> [Source information]
━━━━━━━━━━━━━━━━━━━━━━━━━━━━━━

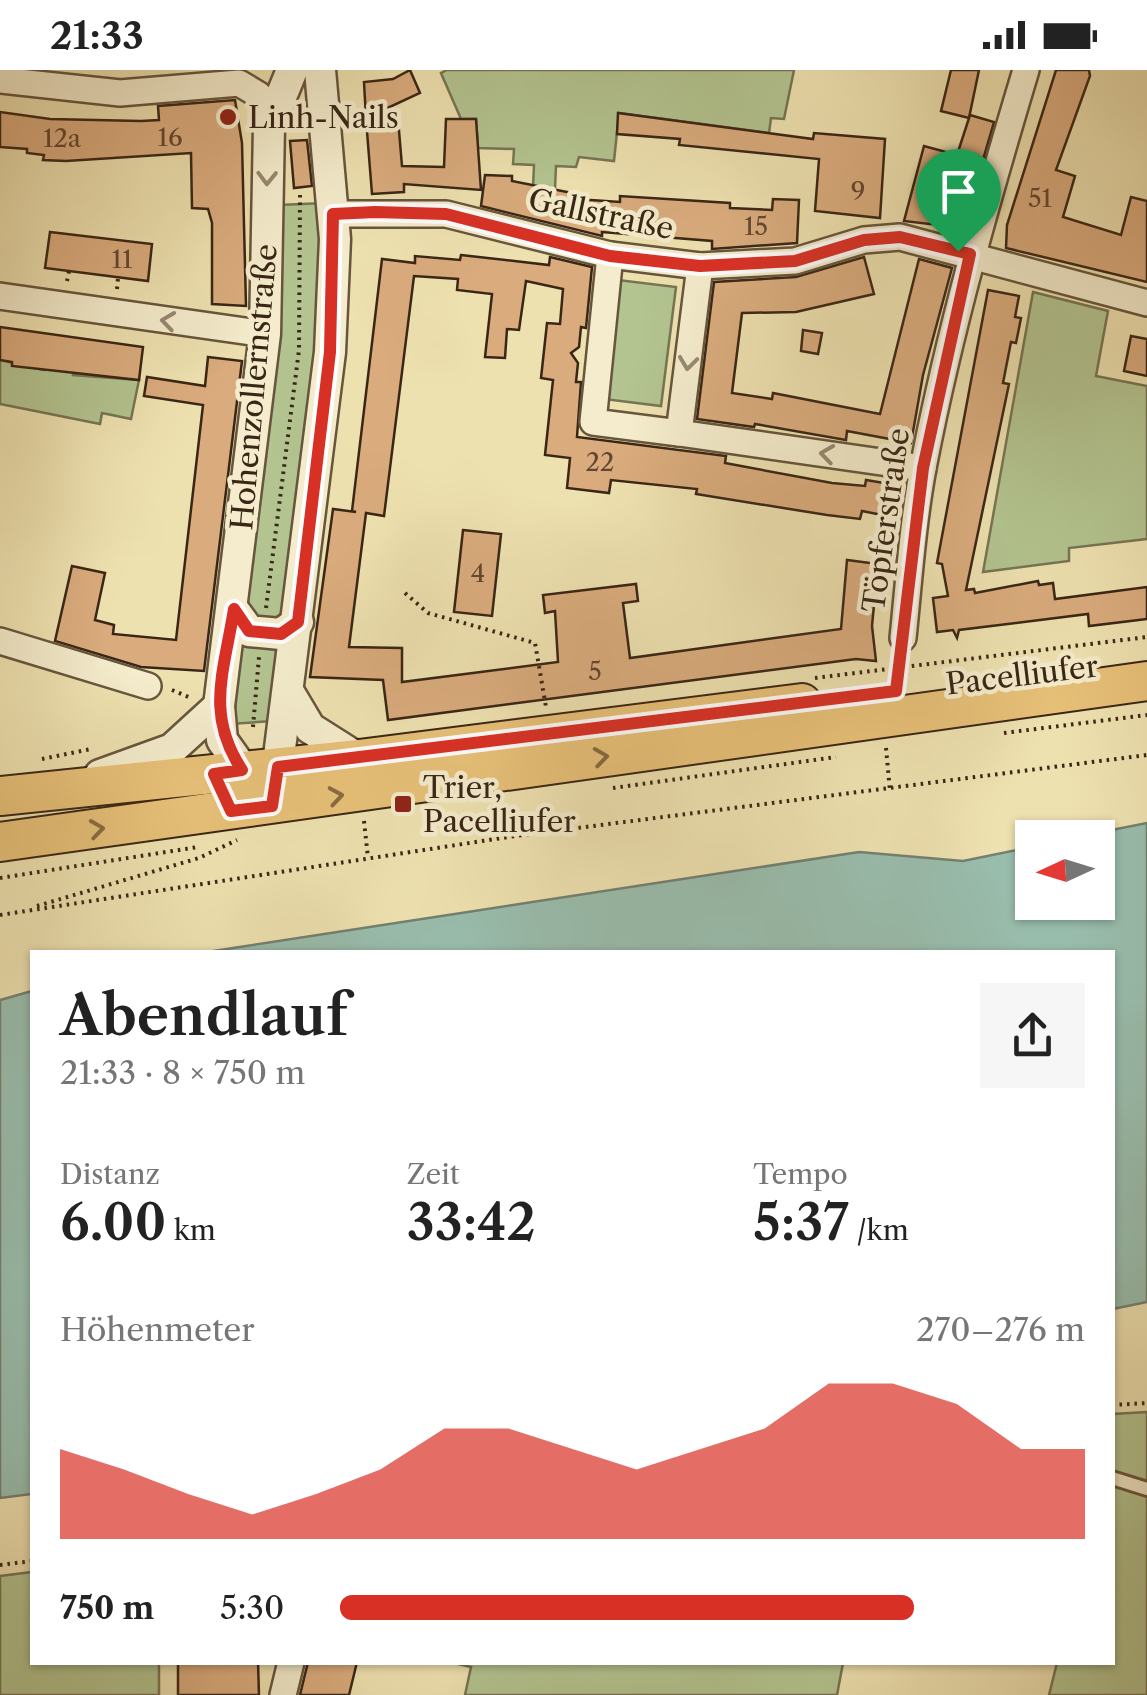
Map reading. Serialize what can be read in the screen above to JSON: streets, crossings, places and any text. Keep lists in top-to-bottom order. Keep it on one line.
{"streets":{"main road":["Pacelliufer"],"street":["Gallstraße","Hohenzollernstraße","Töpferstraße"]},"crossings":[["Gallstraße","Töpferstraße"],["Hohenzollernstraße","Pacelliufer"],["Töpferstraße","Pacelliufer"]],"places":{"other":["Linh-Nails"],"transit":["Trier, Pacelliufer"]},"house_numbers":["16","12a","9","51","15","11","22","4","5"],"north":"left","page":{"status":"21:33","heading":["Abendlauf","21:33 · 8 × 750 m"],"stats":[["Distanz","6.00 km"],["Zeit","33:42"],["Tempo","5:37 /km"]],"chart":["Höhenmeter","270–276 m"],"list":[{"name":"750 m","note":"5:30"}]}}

━━━━━━━━━━━━━━━━━━━━━━━━━━━━━━

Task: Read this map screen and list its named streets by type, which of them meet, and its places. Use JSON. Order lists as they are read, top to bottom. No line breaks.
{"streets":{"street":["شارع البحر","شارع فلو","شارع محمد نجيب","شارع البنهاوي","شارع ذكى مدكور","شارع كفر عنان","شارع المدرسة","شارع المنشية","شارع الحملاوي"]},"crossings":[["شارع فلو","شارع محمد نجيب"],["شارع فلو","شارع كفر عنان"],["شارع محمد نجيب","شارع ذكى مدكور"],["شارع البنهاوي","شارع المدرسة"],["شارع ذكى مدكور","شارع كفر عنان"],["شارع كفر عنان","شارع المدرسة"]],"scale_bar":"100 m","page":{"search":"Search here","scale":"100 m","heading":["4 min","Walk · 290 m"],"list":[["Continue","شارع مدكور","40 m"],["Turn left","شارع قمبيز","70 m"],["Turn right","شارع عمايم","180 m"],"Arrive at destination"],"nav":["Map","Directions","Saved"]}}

━━━━━━━━━━━━━━━━━━━━━━━━━━━━━━

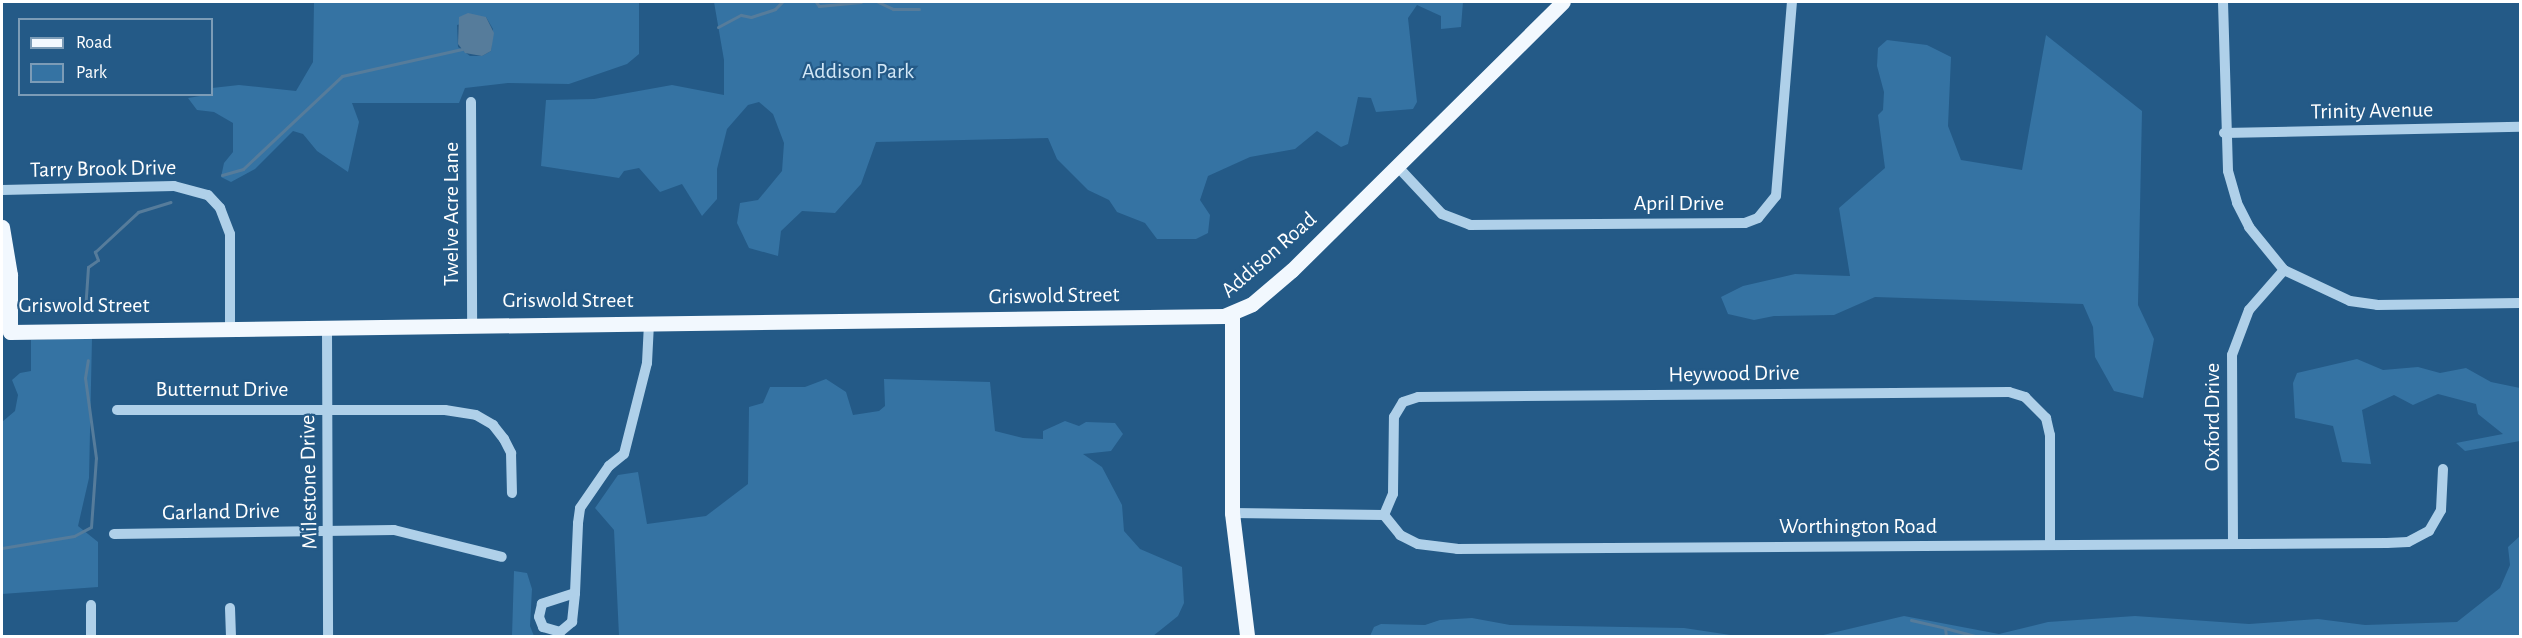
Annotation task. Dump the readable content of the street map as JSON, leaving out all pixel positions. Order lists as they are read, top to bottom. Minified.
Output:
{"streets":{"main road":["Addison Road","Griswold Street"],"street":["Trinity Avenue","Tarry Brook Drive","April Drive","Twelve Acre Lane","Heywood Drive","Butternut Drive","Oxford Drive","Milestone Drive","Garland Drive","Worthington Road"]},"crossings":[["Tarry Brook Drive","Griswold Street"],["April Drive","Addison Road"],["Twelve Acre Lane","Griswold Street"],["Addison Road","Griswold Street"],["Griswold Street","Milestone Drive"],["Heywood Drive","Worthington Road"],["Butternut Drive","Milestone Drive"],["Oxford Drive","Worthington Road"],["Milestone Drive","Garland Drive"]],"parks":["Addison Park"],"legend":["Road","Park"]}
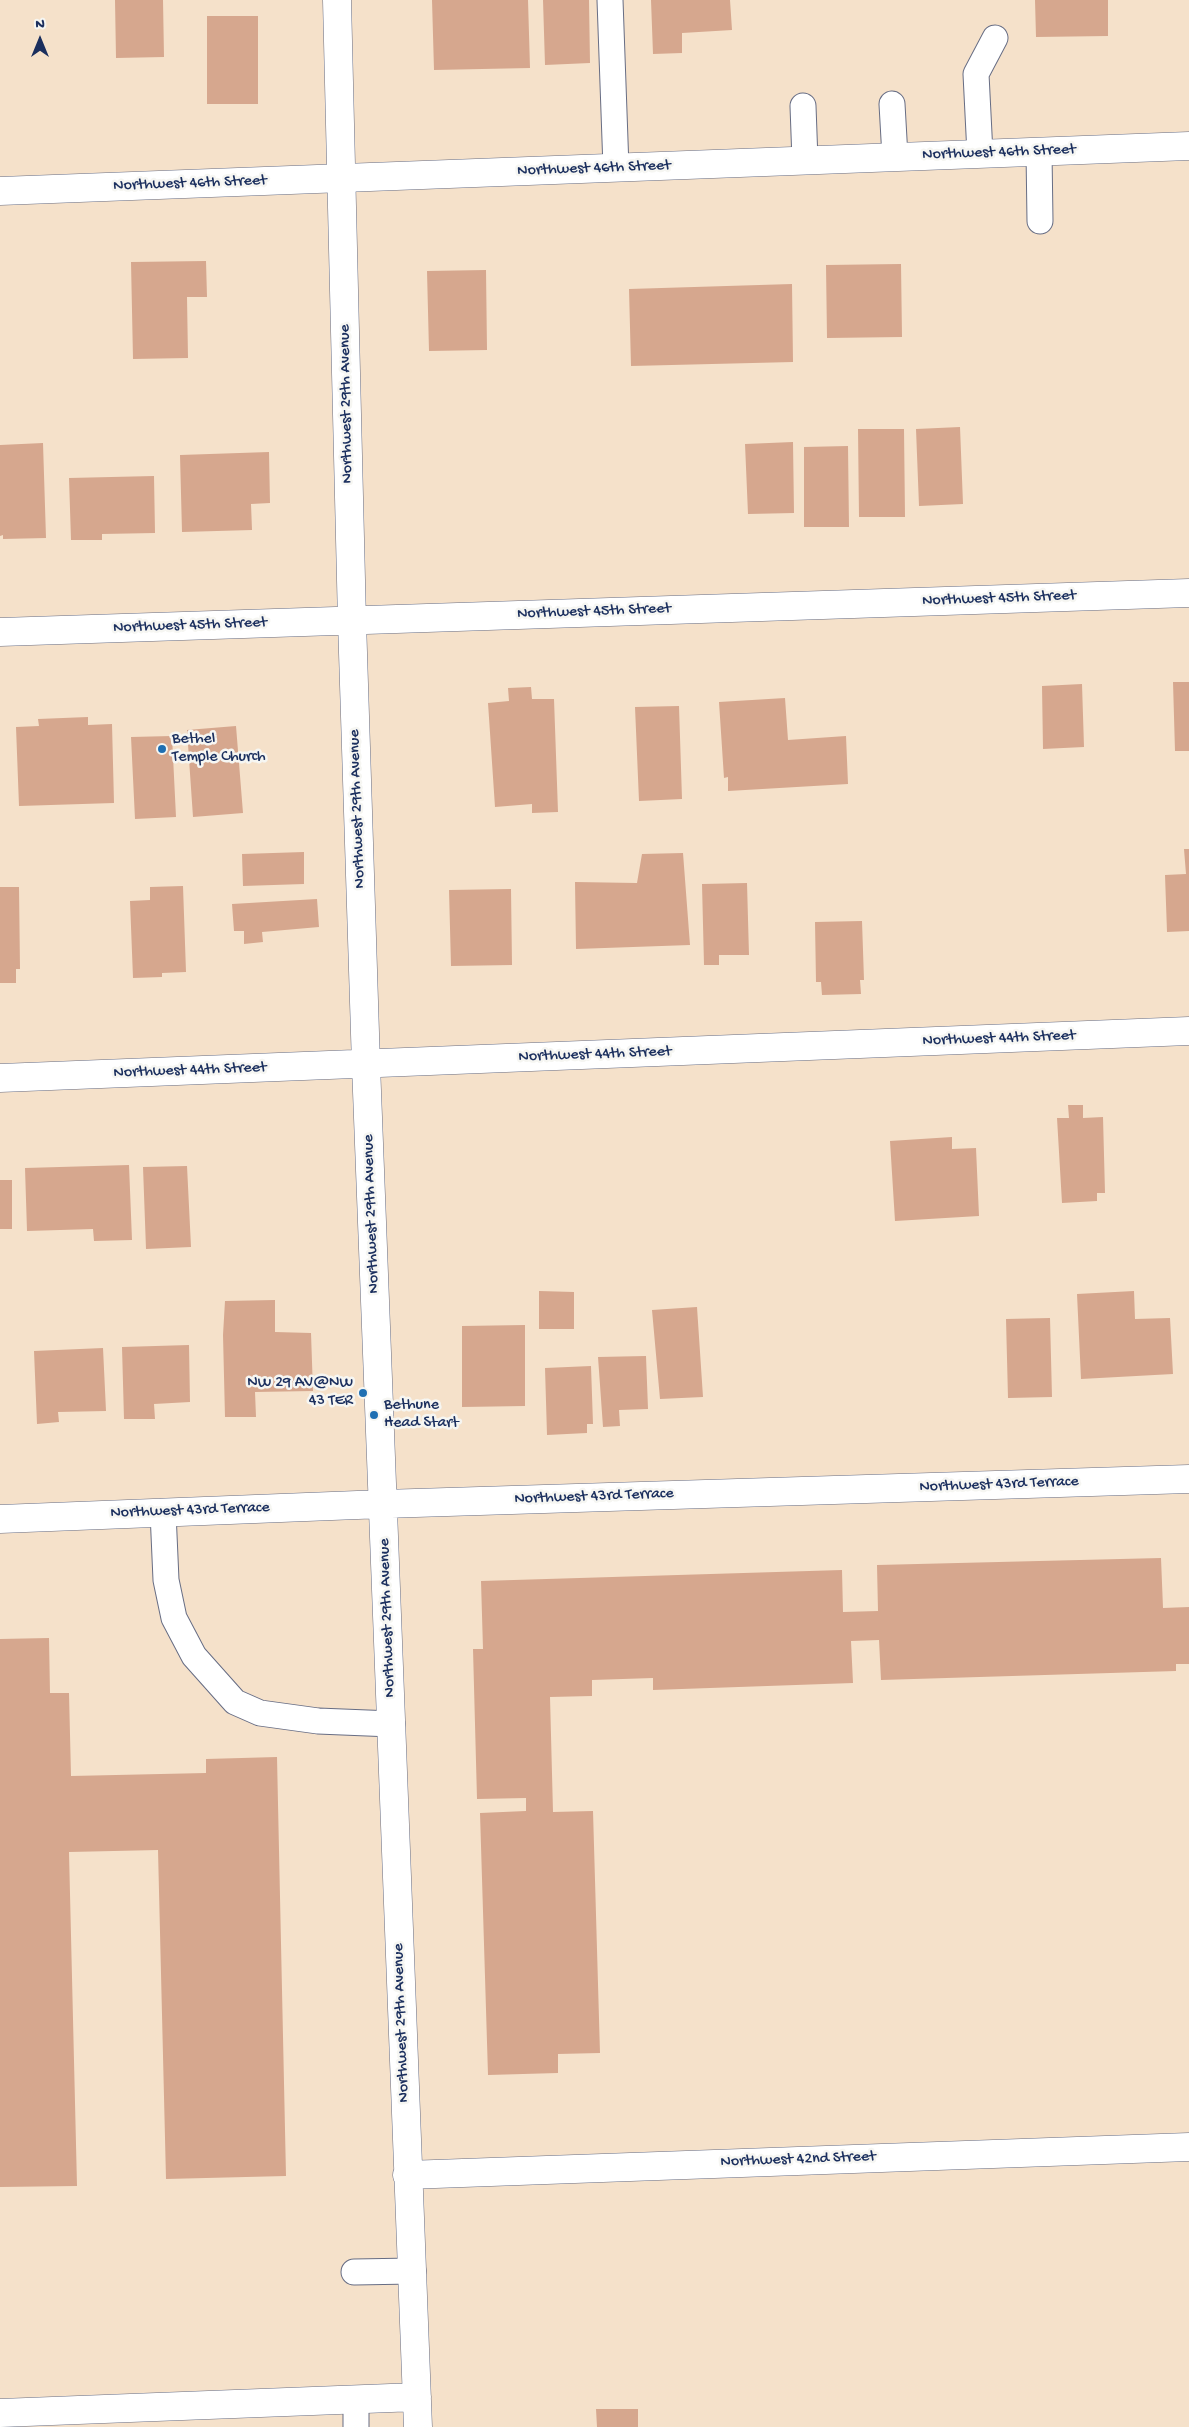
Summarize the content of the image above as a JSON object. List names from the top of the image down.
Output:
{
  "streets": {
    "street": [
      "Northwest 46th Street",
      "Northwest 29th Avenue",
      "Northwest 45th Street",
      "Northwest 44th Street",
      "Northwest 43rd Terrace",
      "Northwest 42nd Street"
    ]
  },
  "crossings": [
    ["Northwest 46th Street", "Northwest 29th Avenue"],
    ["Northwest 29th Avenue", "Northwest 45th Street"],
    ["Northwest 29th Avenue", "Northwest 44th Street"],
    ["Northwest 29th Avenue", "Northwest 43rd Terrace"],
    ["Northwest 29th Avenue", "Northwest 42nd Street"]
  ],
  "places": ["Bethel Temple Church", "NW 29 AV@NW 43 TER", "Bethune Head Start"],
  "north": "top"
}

━━━━━━━━━━━━━━━━━━━━━━━━━━━━━━

> [Directions for this task]
Once you have identified the lines above that contain "content", copy each of them.

> [Answer to this exercise]
Annotation task. Dump the readable content of the street map as JSON, leaving out all pixel positions. Order lists as they are read, top to bottom. Minified.
Summarize the content of the image above as a JSON object. List names from the top of the image down.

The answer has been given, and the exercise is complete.